Companies would automate and save on employees, making people poor. Automation only makes sense if basic universal income is applied
Comment on Bill Gates says a 3-day work week where 'machines can make all the food and stuff' isn't a bad idea
TheRaven@lemmy.ca 1 year ago
I don’t care what one of the richest people in the world thinks about labour and work/life balance. I care what the average person thinks.
But he’s right about this.
Son_of_dad@lemmy.world 1 year ago
Syrc@lemmy.world 1 year ago
The “””end goal””” would be people working half the time, earning half the money, and stuff costing half as much to make and half as much to purchase.
The issue is we have to force them to translate the manufacturing cost decrease in a price decrease, or it’s never going to happen.
TheRaven@lemmy.ca 1 year ago
A reduction in work hours is also a step forward until UBI is instated. If I make the same amount doing 4 or even 3 days of work in a week, while automation does the rest, that works for me. The idea is that people need to work less and make the same if not more. UBI or a reduction in work hours are both good paths forward. UBI being the ultimate goal.

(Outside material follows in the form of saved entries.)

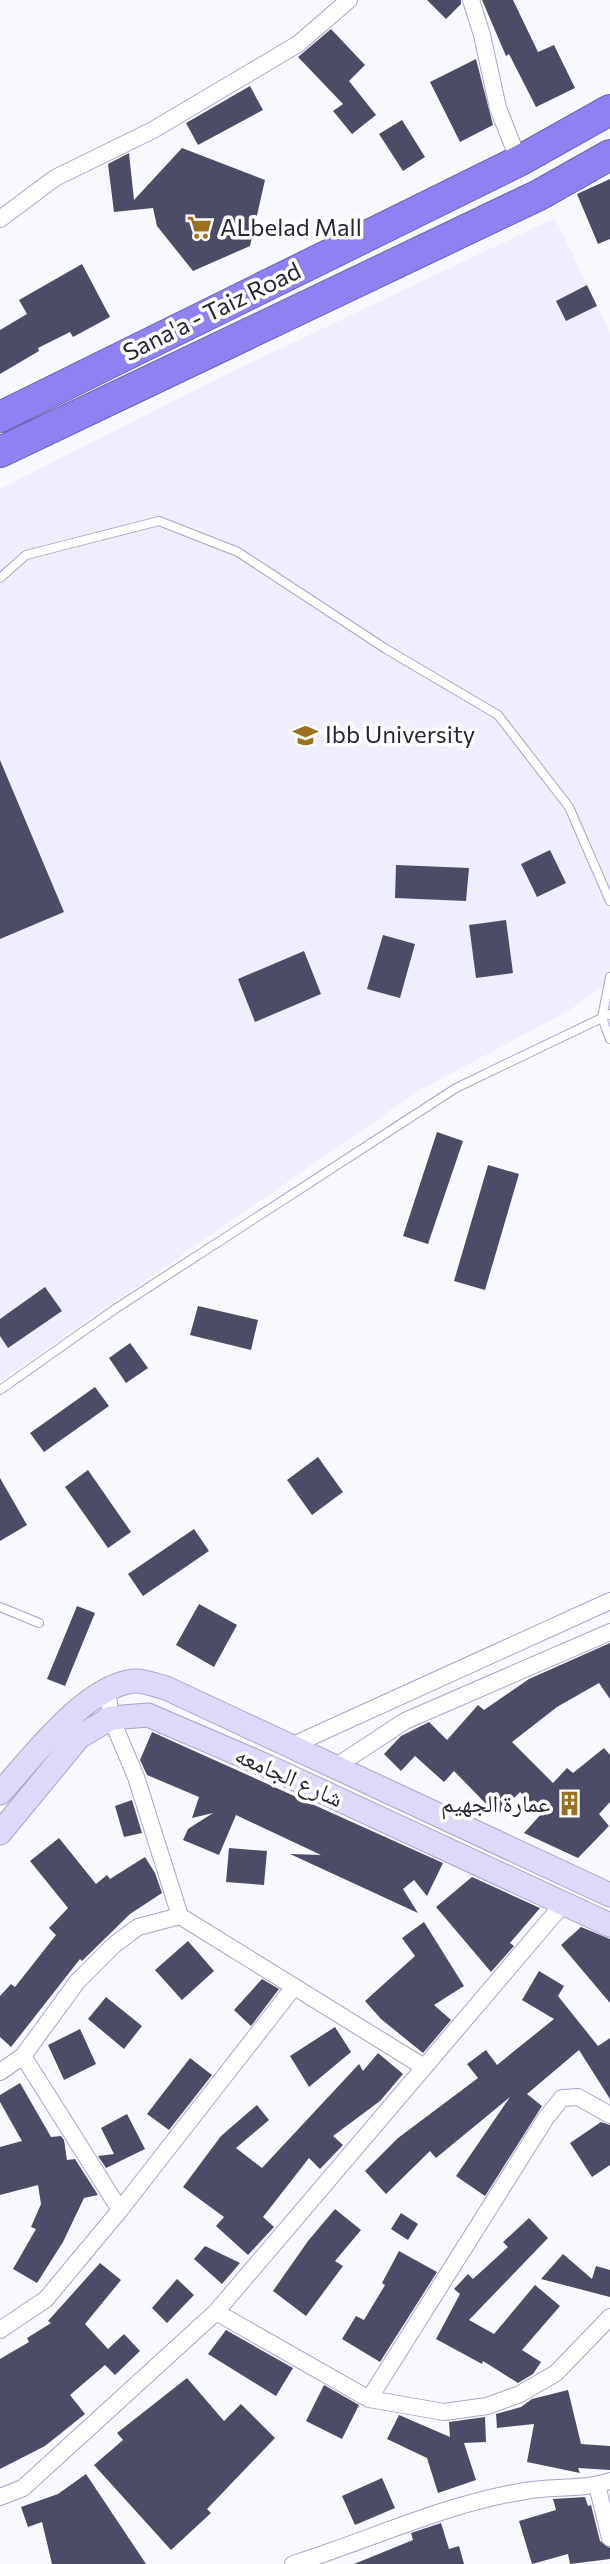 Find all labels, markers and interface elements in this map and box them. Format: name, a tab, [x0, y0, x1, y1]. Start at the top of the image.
place label: ALbelad Mall	[220, 212, 362, 241]
supermarket icon: ALbelad Mall	[186, 214, 214, 242]
street label: Sana'a - Taiz Road	[118, 255, 305, 366]
place label: Ibb University	[325, 719, 475, 748]
school or university icon: Ibb University	[291, 721, 319, 749]
street label: شارع الجامعه	[230, 1739, 348, 1814]
place label: عمارة الجهيم	[441, 1788, 550, 1820]
building icon: عمارة الجهيم	[556, 1790, 584, 1818] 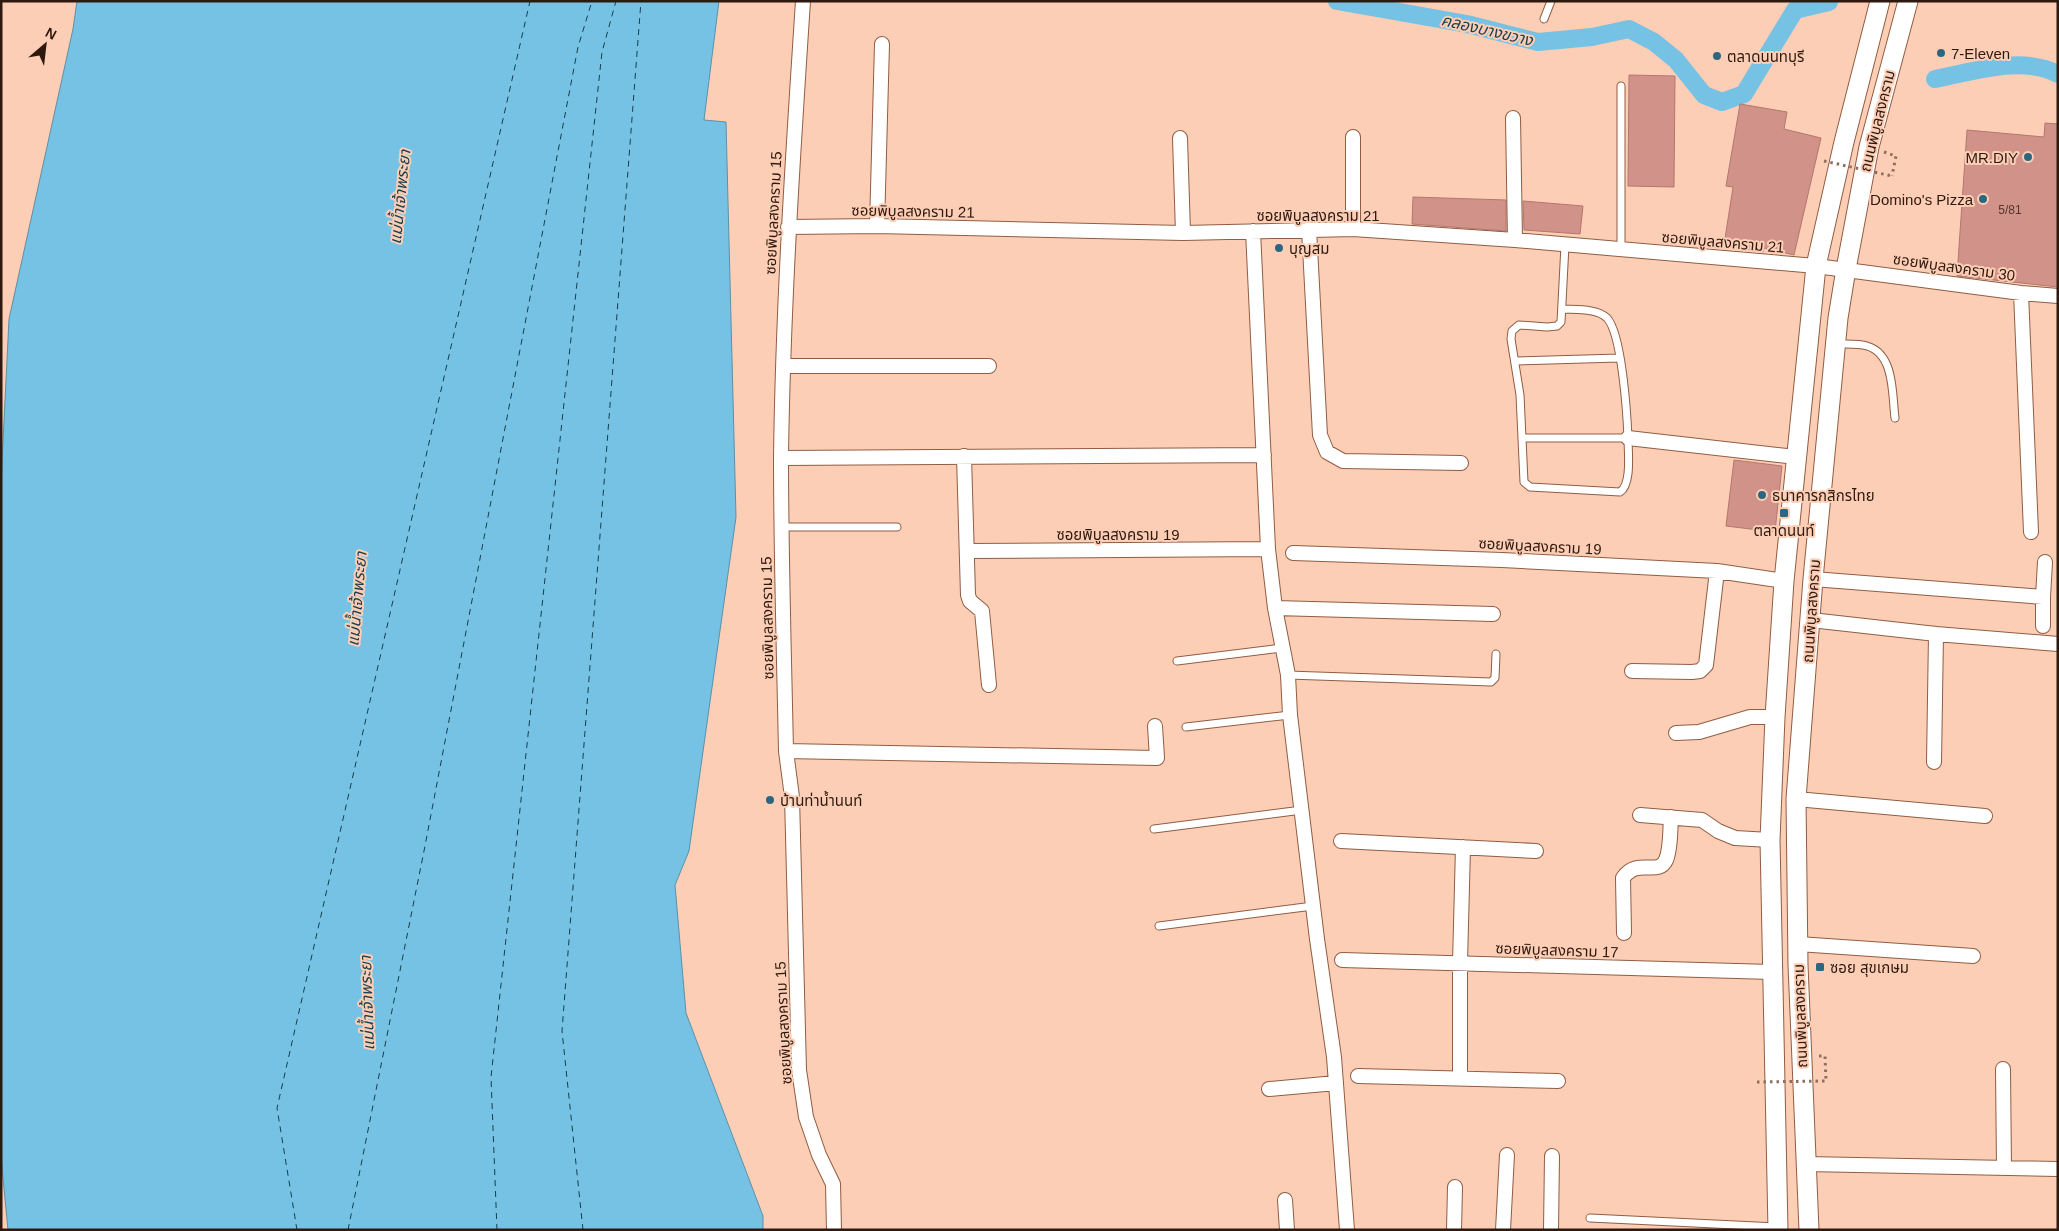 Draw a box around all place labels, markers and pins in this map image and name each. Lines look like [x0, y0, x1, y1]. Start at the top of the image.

Corkyskog@sh.itjust.works 1 year ago
If people are that poor they will just deautomate the machines in protest until UBI happens.
TheRaven@lemmy.ca 1 year ago
People don’t have that kind of power. Especially poor people.
isles@lemmy.world 1 year ago
A person doesn’t, but people certainly do. And a small number can do a surprising amount if they’re coordinated enough.
Bluehat@lemmynsfw.com 1 year ago
The companies will decide the level of automation
metallic_z3r0@infosec.pub 1 year ago
I don’t care what he thinks, but I care that he has a platform that others in his class listen to and may respect. It’s not a position you hear often from those with a lot of wealth. I’m ok with progress coming from any direction, even if it’s self-serving in some form, and I do think it’s self-serving.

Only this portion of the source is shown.